The novel combination of the multiaxial swivel joint 30i with the forth swivel joint 30iv is provided to accommodate sufficient thermal expansion in this third plane (the longitudinal plane of the headers 16,18,20). The fourth swivel joint 30iv may be located anywhere along the flow lines 24 and in any order in conjunction with the other three swivel joints 30i,30ii,30iii to assist in reducing the pipe stress caused by the thermally expanding substantially linear headers 16,18,20.
In another embodiment, the wellpad assembly 10 may comprise a flow line support guide system 50 for reducing pipe stress on the flow lines 24 and substantially linear headers 16,18,20. With reference to Figs. 2A, 2B, and 2C, detailed views of a support guide system 50 are provided. The wellpad assembly 10 may have one or more support guide systems 50 in conjunction with each set of flow lines 24 for each wellhead 12,14.
The support guide system may be located between the substantially linear headers 16,18,20 and the wellhead 12,14 for the flow lines 24 to be structurally supported thereon.
In the present embodiment the support guide system 50 is positioned adjacent the substantially linear headers 16,18,20 and connected to the support structure 21. The support guide system 50 comprises a longitudinal structural pipe support 52, such as a box beam or the like, positioned substantially parallel to the substantially linear headers 16,18,20. A pair of angular guides 54 are preferably fixed to opposite sides of the longitudinal structural pipe support 52. One or more clamp type supports 58 are releasably attached to the flow line 24 adjacent the structural pipe support 52. The one or more clamp type supports 58 may slideably engage one or both of the pair of angular guides 54 for restricting the displacement of the flow line 24 in an axial and vertical manner at the support guide system 50 to the longitudinal axis of the structural pipe support 52 along the same plane as the headers 16,18,20. A spacer pin 62, may be provided for securing the one or more clamp type supports 58 at an even spacing when the one or more clamp type supports 58 are straddling the structural pipe support 52. Preferably, the clamp type supports 58 include adjustment features that allow variation in positioning of the clamped pipe, axially and vertically, at right angles to the angular guides 54.
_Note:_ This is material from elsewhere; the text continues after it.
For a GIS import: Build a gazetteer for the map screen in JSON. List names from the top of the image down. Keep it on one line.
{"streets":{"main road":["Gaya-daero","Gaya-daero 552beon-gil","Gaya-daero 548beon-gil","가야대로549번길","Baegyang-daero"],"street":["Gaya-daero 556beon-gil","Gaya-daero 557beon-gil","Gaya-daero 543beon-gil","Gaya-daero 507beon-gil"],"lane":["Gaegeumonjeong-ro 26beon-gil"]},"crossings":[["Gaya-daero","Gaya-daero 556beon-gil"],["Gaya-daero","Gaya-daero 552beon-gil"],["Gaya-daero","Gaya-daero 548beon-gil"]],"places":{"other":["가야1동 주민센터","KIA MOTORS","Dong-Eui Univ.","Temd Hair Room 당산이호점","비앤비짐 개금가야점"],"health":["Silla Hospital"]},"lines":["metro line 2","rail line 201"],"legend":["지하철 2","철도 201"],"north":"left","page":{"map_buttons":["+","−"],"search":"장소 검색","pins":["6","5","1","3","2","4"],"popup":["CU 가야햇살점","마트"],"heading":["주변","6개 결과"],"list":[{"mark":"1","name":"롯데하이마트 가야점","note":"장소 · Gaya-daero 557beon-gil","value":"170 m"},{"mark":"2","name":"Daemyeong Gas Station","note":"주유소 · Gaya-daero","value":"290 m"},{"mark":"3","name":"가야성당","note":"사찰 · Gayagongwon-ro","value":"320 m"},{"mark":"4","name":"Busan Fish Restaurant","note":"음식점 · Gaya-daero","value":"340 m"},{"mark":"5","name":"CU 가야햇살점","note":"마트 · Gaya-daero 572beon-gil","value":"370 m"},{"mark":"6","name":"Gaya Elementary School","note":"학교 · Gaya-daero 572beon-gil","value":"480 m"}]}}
In another embodiment, one or more vee groove cam follower bearings 56 may be rotatably connected to the one or more clamp type supports 58 for engaging one or both of the angular guides 54 establishing a tongue and groove arrangement, thus reducing frictional forces between the one or more clamp type supports 58 and the angular guides 54.
THERMAL EXPANSION
Fig. 3 provides a perspective view of only one header, the second substantially linear header 18, of the wellpad assembly 10. For illustrative purposes the wellpad assembly 10 is oriented in a warm up configuration. The second substantially linear header 18, absent of expansion loops, is preferably supported and guided by the pipe shoes 22, which allows the second substantially linear header 18 to longitudinally slide thereon during expansion and contraction. The flexible piping connections avoid the necessity of a second (upper) piping level necessary to fit and support additional piping necessary in the current state of the art, including the Tsilevich design as discussed above.
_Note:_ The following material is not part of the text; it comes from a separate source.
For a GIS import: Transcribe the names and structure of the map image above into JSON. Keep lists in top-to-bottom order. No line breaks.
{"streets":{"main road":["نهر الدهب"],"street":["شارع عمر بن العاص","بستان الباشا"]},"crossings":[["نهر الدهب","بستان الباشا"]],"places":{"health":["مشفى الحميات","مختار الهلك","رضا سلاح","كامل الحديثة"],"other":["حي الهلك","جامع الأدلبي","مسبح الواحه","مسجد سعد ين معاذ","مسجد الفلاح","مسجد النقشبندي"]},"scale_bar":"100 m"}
The additional cost of a flexible piping connection to an existing trio on each wellhead connection may provide cost savings in avoided pipe and steel fabrication for systems presently as is known in the art. Advantageously, the present invention also provides lower piping loads such that any cross-member bents may be spaced at meters instead of the more common 6 meters, which may allow a further reduction in structural steel costs. The avoided piping lengths and welds characterized by the single anchor wellpad design may also be safer for operations staff, as the conventional upper platform can be avoided completely. Having less length and mass of pipe required for the wellpad assembly also potentially saves costs by reducing the complexity of the wellpad assembly as a whole.
Those skilled in the art understand that the present embodiment does not require any thermal expansion loops. Unlike those embodiments described in Tsilevich, the headers and equipment connected directly thereon, are now free to move longitudinally (e.g. substantially horizontal) along the length of the wellpad module toward and away from a stationary anchor module 80. The embodiments disclosed herein are adaptable to a have the capability to operate wellpairs simultaneously in three distinct modes, namely semi-SAGD, SAGD warm-up circulation, and conventional electric submersible pump SAGD.
In one embodiment, the wellpad assembly 10 may comprise of the first 16 and second 18 substantially linear headers during the SAGD production phase if a method known as gas lift, semi-SAGD, or the like, is utilized to produce the heavy oil. In semi-SAGD operations such as production via gas lift, the first substantially linear header 16 produces the heavy oil via gas lift and the second substantially linear header 18 injects steam into the formation.
In another embodiment, the wellpad assembly 10 may comprise of the first, second, and third substantially linear headers 16,18,20 during the SAGD
production phase if a method using an electric submersible pump, or the like, is utilized to produce the heavy oil. The first substantially linear header 16 carries produced heavy oil from the production wellhead 12 to a field facility. The second substantially linear header 18 carries steam to the injection well 14 for heating the formation and the heavy oil therein, while the third substantially linear header 20 carries produced casing gas from the production wellhead 12 to a field facility.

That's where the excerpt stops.